Why is Asia so important for mobile? Because it doubles, nearly triples the revenue potential of games on the devices with no major investment. This is huge. The Asian games market is so big that we (in the west) have not even a glimpse of its power.
So will mobile destroy consoles? I think it will push aside handheld gaming as we know it but AAA console games will stay - at least for the next generation. But as more and more developers find it easier to publish on mobile the creativity and cool games might move away from consoles to tablets.
Free to Play
F2p seems saturated 'they' say. I hear that often but always shake my head. F2p has just started and shows some saturation - but only in spaces where big companies are located and all their copy cats - as those copy cats don't know how to enter the f2p market but to copy the lead publishers - and of course fail ;)
Believe me: there are many game genres and types still to be published successfully as f2p as big as League of Legends or even World of Tanks. There is still plenty of space. Want proof? Which publisher would have accepted a Counterstrike type game with World War II tanks and persistent development? NO ONE!
Of course now they say "yes of course it works". But before? Nah, they wouldn't even have gotten an appointment.

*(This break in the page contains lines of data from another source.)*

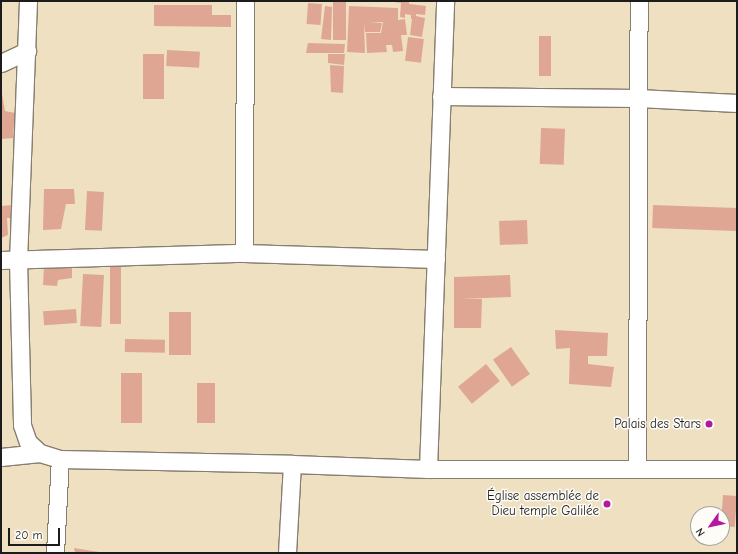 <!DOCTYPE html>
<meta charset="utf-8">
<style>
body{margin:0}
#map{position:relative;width:738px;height:554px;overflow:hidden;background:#efe0c2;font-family:"Comic Neue",sans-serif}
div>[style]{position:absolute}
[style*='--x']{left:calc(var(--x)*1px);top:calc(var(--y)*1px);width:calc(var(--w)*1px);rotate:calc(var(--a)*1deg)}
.building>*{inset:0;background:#dfa793;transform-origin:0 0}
.roads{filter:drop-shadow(1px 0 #867e6f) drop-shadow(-1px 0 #867e6f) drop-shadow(0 1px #867e6f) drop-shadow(0 -1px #867e6f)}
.minor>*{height:17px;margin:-8.5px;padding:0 8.5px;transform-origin:8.5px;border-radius:8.5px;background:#fff}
.dots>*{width:11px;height:11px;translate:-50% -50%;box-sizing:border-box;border:2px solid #fdfcf7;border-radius:50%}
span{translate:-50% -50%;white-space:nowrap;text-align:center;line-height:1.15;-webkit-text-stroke:3px #fdfcf7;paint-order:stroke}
.poi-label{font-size:13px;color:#1c1c1c}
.right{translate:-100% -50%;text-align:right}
.frame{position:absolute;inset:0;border:2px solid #1c1c1c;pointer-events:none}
.north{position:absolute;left:690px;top:506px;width:40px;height:40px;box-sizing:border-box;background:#fdfcf7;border:1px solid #a3a29f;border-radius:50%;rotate:237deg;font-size:11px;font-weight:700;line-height:16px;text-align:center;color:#1c1c1c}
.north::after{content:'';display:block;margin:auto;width:14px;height:18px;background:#b5179e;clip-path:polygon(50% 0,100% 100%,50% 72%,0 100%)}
.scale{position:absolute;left:8px;top:528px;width:52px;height:18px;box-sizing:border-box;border:2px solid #1c1c1c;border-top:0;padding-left:5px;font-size:12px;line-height:14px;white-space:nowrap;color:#1c1c1c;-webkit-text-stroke:3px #fdfcf7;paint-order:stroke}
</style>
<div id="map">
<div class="building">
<i style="left:333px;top:1px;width:13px;height:39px"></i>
<i style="clip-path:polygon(394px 1px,409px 1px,409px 4px,426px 6px,425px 15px,416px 14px,416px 16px,425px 18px,422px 37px,410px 35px,412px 19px,411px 19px,411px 15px,405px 14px,405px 18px,400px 17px,401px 3px,394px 2px)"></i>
<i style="left:308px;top:3px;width:14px;height:21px;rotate:4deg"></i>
<i style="clip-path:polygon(154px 5px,212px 5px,212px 15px,231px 15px,231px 27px,154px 26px)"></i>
<i style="clip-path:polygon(325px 6px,332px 7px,331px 40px,321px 39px)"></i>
<i style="clip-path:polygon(349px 6px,398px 8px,398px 20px,405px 19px,407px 35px,401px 35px,403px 51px,393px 52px,392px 45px,386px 45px,387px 52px,367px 53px,366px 33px,381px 33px,383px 22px,370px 22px,382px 23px,380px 32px,365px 32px,364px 22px,365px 53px,347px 52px)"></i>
<i style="left:539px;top:36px;width:12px;height:40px"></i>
<i style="left:408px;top:37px;width:16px;height:24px;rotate:7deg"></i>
<i style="clip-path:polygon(308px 43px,345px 44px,344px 53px,306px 53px)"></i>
<i style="left:167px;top:50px;width:33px;height:16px;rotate:3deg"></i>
<i style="left:143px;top:54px;width:21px;height:45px"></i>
<i style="clip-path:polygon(328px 54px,345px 54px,344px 65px,328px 63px)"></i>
<i style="clip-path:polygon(330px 65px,344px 66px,343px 93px,331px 92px)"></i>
<i style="clip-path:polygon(1px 88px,5px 111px,15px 113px,13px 138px,1px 139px)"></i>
<i style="left:541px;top:128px;width:24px;height:36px;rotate:2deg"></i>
<i style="clip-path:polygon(44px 189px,74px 189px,75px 204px,66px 204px,61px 229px,43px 230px)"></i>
<i style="left:87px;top:191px;width:17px;height:39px;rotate:3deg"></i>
<i style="clip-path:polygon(12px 205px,13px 218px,7px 218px,8px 235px,1px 238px,1px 206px)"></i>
<i style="left:653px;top:205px;width:84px;height:23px;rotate:2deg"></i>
<i style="left:527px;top:220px;width:24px;height:28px;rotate:88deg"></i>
<i style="clip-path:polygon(72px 264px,72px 278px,58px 280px,57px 286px,43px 285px,44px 265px)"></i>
<i style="left:110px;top:267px;width:11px;height:57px"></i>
<i style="left:83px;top:274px;width:21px;height:52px;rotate:3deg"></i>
<i style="clip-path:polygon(510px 275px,511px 297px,461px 299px,482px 299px,481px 328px,454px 328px,454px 277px)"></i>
<i style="left:76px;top:309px;width:14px;height:33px;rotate:86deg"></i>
<i style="left:169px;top:312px;width:22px;height:43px"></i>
<i style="clip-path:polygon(555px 330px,608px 333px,607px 356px,588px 356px,588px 364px,614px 367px,611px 387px,569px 384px,570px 348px,556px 349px)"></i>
<i style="left:125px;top:339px;width:40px;height:13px;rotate:1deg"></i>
<i style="left:511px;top:347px;width:33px;height:22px;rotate:55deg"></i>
<i style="left:486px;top:364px;width:22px;height:36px;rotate:51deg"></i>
<i style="left:121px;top:373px;width:21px;height:50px"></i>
<i style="left:197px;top:383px;width:18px;height:40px"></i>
<i style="left:723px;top:495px;width:14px;height:31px;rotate:4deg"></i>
<i style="clip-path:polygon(74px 548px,99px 552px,99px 553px,75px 553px)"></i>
</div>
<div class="roads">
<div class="minor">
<i style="--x:28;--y:1;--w:258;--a:92.2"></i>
<i style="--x:18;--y:259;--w:166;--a:88.6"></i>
<i style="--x:22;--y:425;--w:18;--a:71"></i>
<i style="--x:28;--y:442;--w:16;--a:43"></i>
<i style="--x:40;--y:453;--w:21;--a:17"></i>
<i style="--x:60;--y:459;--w:232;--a:1.2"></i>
<i style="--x:292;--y:464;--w:136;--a:2.1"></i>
<i style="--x:428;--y:469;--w:309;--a:0"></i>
<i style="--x:1;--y:63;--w:29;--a:-25"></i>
<i style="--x:441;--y:96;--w:197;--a:0.6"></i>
<i style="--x:638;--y:98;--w:99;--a:2.9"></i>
<i style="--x:244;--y:253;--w:252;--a:-89.8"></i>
<i style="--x:1;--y:260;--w:243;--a:-1.7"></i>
<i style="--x:244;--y:253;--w:192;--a:1.8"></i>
<i style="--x:1;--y:457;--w:39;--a:-6"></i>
<i style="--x:637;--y:468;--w:467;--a:-89.8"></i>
<i style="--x:428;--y:469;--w:468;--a:-87.9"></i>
<i style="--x:55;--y:553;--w:94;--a:-87"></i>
<i style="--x:287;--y:553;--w:89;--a:-86.8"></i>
</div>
</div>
<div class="dots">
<i style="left:709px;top:424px;background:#b5179e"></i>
<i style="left:607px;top:504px;background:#b5179e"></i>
</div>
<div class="poi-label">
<span class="right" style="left:701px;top:424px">Palais des Stars</span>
<span class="right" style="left:599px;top:504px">Église assemblée de<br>Dieu temple Galilée</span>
</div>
<div class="frame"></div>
<div class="north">N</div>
<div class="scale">20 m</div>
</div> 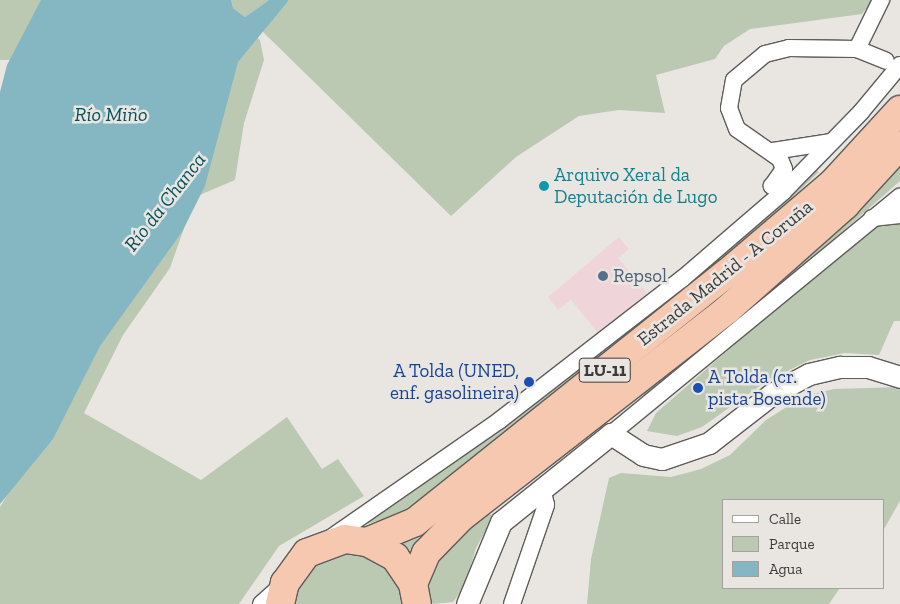 <!DOCTYPE html>
<html>
<head>
<meta charset="utf-8">
<style>
  body { margin:0 }
  #map { position:relative; width:900px; height:604px; overflow:hidden; background:#e9e6e2; font-family:"Zilla Slab",serif }
  div>[style] { position:absolute }
  .commercial>* { inset:0; background:#efd5d9 }
  .green>* { inset:0; background:#bbc9b3 }
  .water>* { inset:0; background:#84b7c1 }
  .roads { filter:drop-shadow(1px 0 #5f5d5a) drop-shadow(-1px 0 #5f5d5a) drop-shadow(0 1px #5f5d5a) drop-shadow(0 -1px #5f5d5a) }
  .minor>* { height:16px; margin:-8px; padding:0 8px; transform-origin:8px; border-radius:8px; background:#fff }
  .tertiary>* { height:21px; margin:-10.5px; padding:0 10.5px; transform-origin:10.5px; border-radius:10.5px; background:#fff }
  .trunk>* { height:28px; margin:-14px; padding:0 14px; transform-origin:14px; border-radius:14px; background:#f6c8b0 }
  .dots>* { width:14px; height:14px; translate:-50% -50%; box-sizing:border-box; border:2px solid #e9e6e2; border-radius:50% }
  span { translate:-50% -50%; white-space:nowrap; text-align:center; line-height:1.15; -webkit-text-stroke:5px #e9e6e2; paint-order:stroke }
  .shield-label span { padding:1px 4px; background:#e9e6e2; border:1px solid; border-radius:4px; -webkit-text-stroke-width:0 }
  .shield-label { font-size:18px; color:#3c3b3a; font-weight:700 }
  .culture-label { font-size:19px; color:#0d838f }
  .left { translate:0 -50%; text-align:left }
  .street-label { font-size:19px; color:#3c3b3a }
  .service-label { font-size:19px; color:#4e5e75 }
  .transit-label { font-size:19px; color:#164399 }
  .right { translate:-100% -50%; text-align:right }
  .water-label { font-size:20px; color:#03515c; font-style:italic }
  .legend { position:absolute; left:722px; top:499px; width:162px; height:90px; box-sizing:border-box; background:#e9e6e2; border:1px solid #a4a29f; margin:0; padding:6px 9px; list-style:none; font-size:15px; color:#3c3b3a }
  .legend li { display:flex; align-items:center; gap:10px; height:25px }
  .legend b { width:25px; border:1px solid #a4a29f }
</style>
</head>
<body>
<div id="map">
  <div class="commercial">
    <div style="clip-path:polygon(619px 237px,629px 249px,618px 258px,647px 293px,599px 334px,571px 300px,558px 310px,548px 297px)"></div>
  </div>
  <div class="green">
    <div style="clip-path:polygon(0 0,50px 0,31px 60px,0 60px)"></div>
    <div style="clip-path:polygon(231px 0,269px 0,245px 17px,233px 8px)"></div>
    <div style="clip-path:polygon(289px 0,873px 0,862px 14px,750px 29px,724px 46px,715px 59px,656px 75px,665px 113px,619px 110px,579px 116px,516px 157px,451px 216px,261px 30px)"></div>
    <div style="clip-path:polygon(245px 27px,260px 40px,264px 60px,244px 123px,235px 180px,195px 197px,170px 268px,123px 335px,84px 413px,201px 480px,287px 417px,322px 469px,338px 459px,364px 496px,279px 546px,239px 604px,0 604px,0 507px,48px 425px)"></div>
    <div style="clip-path:polygon(900px 161px,900px 181px,752px 311px,646px 396px,640px 391px)"></div>
    <div style="clip-path:polygon(816px 170px,819px 172px,755px 233px,612px 350px,402px 514px,367px 524px)"></div>
    <div style="clip-path:polygon(889px 210px,900px 213px,900px 321px,894px 321px,879px 355px,845px 353px,810px 360px,767px 381px,702px 427px,677px 436px,647px 431px,656px 413px)"></div>
    <div style="clip-path:polygon(900px 387px,900px 501px,884px 529px,884px 500px,724px 500px,724px 588px,840px 588px,829px 604px,587px 604px,591px 559px,609px 478px,621px 473px,671px 477px,701px 469px,730px 455px,766px 420px,804px 396px,834px 389px)"></div>
    <div style="clip-path:polygon(487px 511px,493px 517px,476px 548px,465px 586px,453px 602px,433px 604px,429px 600px,427px 572px,438px 551px)"></div>
    <div style="clip-path:polygon(424px 531px,409px 552px,396px 542px)"></div>
    <div style="clip-path:polygon(338px 552px,361px 552px,381px 561px,397px 577px,405px 604px,292px 604px,292px 596px,317px 560px)"></div>
  </div>
  <div class="water">
    <div style="clip-path:polygon(41px 0,231px 0,233px 8px,245px 17px,269px 0,289px 0,238px 62px,205px 186px,182px 232px,100px 346px,53px 439px,0 504px,0 92px,7px 65px)"></div>
  </div>
  <div class="roads">
    <div class="minor">
      <div style="left:857px;top:49px;width:55px;rotate:-63.9deg"></div>
      <div style="left:773px;top:151px;width:59px;rotate:-8.8deg"></div>
      <div style="left:783px;top:192px;width:13px;rotate:-151deg"></div>
      <div style="left:772px;top:186px;width:21px;rotate:-55deg"></div>
      <div style="left:784px;top:169px;width:11px;rotate:-112deg"></div>
      <div style="left:780px;top:159px;width:52px;rotate:-145.1deg"></div>
      <div style="left:737px;top:129px;width:22px;rotate:-111deg"></div>
      <div style="left:729px;top:108px;width:28px;rotate:-80deg"></div>
      <div style="left:734px;top:80px;width:40px;rotate:-40deg"></div>
      <div style="left:765px;top:54px;width:25px;rotate:-14deg"></div>
      <div style="left:789px;top:48px;width:68px;rotate:0.8deg"></div>
      <div style="left:857px;top:49px;width:31px;rotate:22deg"></div>
      <div style="left:872px;top:218px;width:28px;rotate:-6deg"></div>
      <div style="left:611px;top:434px;width:374px;rotate:-39.4deg"></div>
      <div style="left:329px;top:539px;width:208px;rotate:-34.8deg"></div>
      <div style="left:500px;top:420px;width:230px;rotate:-37.8deg"></div>
      <div style="left:682px;top:279px;width:133px;rotate:-40.7deg"></div>
      <div style="left:783px;top:192px;width:112px;rotate:-45.7deg"></div>
      <div style="left:861px;top:112px;width:61px;rotate:-50.3deg"></div>
      <div style="left:261px;top:604px;width:30px;rotate:-42deg"></div>
      <div style="left:512px;top:604px;width:105px;rotate:-71deg"></div>
      <div style="left:546px;top:505px;width:18px;rotate:-103deg"></div>
    </div>
    <div class="tertiary">
      <div style="left:467px;top:604px;width:89px;rotate:-67.5deg"></div>
      <div style="left:501px;top:522px;width:141px;rotate:-38.7deg"></div>
      <div style="left:611px;top:434px;width:38px;rotate:33deg"></div>
      <div style="left:643px;top:455px;width:19px;rotate:12deg"></div>
      <div style="left:662px;top:459px;width:50px;rotate:-18.8deg"></div>
      <div style="left:709px;top:443px;width:80px;rotate:-37.9deg"></div>
      <div style="left:772px;top:394px;width:42px;rotate:-28.4deg"></div>
      <div style="left:809px;top:374px;width:32px;rotate:-13deg"></div>
      <div style="left:840px;top:367px;width:28px"></div>
      <div style="left:868px;top:367px;width:34px;rotate:17deg"></div>
    </div>
    <div class="trunk">
      <div style="left:367px;top:542px;width:52px;rotate:-22.6deg"></div>
      <div style="left:415px;top:522px;width:398px;rotate:-38.6deg"></div>
      <div style="left:726px;top:274px;width:140px;rotate:-40.4deg"></div>
      <div style="left:833px;top:183px;width:99px;rotate:-47.5deg"></div>
      <div style="left:413px;top:584px;width:34px;rotate:-67deg"></div>
      <div style="left:426px;top:553px;width:50px;rotate:-45.8deg"></div>
      <div style="left:461px;top:517px;width:338px;rotate:-37.9deg"></div>
      <div style="left:728px;top:309px;width:157px;rotate:-41.6deg"></div>
      <div style="left:845px;top:205px;width:81px;rotate:-47.5deg"></div>
      <div style="left:280px;top:604px;width:22px;rotate:-77deg"></div>
      <div style="left:285px;top:583px;width:37px;rotate:-54deg"></div>
      <div style="left:307px;top:553px;width:40px;rotate:-20.2deg"></div>
      <div style="left:345px;top:539px;width:22px;rotate:8deg"></div>
      <div style="left:367px;top:542px;width:32px;rotate:28deg"></div>
      <div style="left:395px;top:557px;width:32px;rotate:56deg"></div>
      <div style="left:413px;top:584px;width:20px;rotate:79deg"></div>
    </div>
  </div>
  <div class="dots">
    <div style="left:544px;top:186px;background:#0f9aa8"></div>
    <div style="left:603px;top:276px;background:#5c6f8a"></div>
    <div style="left:529px;top:382px;background:#1a4fb4"></div>
    <div style="left:698px;top:388px;background:#1a4fb4"></div>
  </div>
  <div class="shield-label">
    <span style="left:605px;top:370px">LU-11</span>
  </div>
  <div class="culture-label">
    <span class="left" style="left:554px;top:186px">Arquivo Xeral da<br>Deputación de Lugo</span>
  </div>
  <div class="street-label">
    <span style="left:725px;top:273px;rotate:-39deg">Estrada Madrid - A Coruña</span>
  </div>
  <div class="service-label">
    <span class="left" style="left:613px;top:276px">Repsol</span>
  </div>
  <div class="transit-label">
    <span class="right" style="left:519px;top:382px">A Tolda (UNED,<br>enf. gasolineira)</span>
    <span class="left" style="left:708px;top:388px">A Tolda (cr.<br>pista Bosende)</span>
  </div>
  <div class="water-label">
    <span style="left:111px;top:114px">Río Miño</span>
    <span style="left:165px;top:202px;rotate:-52deg">Río da Chanca</span>
  </div>
  <ul class="legend">
  <li><b style="height:6px;background:#fff"></b>Calle</li>
  <li><b style="height:14px;background:#bbc9b3"></b>Parque</li>
  <li><b style="height:14px;background:#84b7c1"></b>Agua</li>
  </ul>
</div>
</body>
</html>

So there is lots of space. The primary reason is being online: when you got the world internet population as potential customers it is easier to reach a critical mass to be profitable then in retail or any other publishing platform.
Online - Persistent
Games have shown that if they are online (even if only basic asynchronous) and persistent that the success doubles easily. The recent example of Clash of Clans and Hay Day shows that also on mobile it is a pre-requisite for huge success potential.
So the time of Fantasy MMO RPG's might be over, but hey, the time for online MMO's just has started!
If you want to be on the ride combine all four from above. Do a tablet/PC online persistent crowd funded free to play title.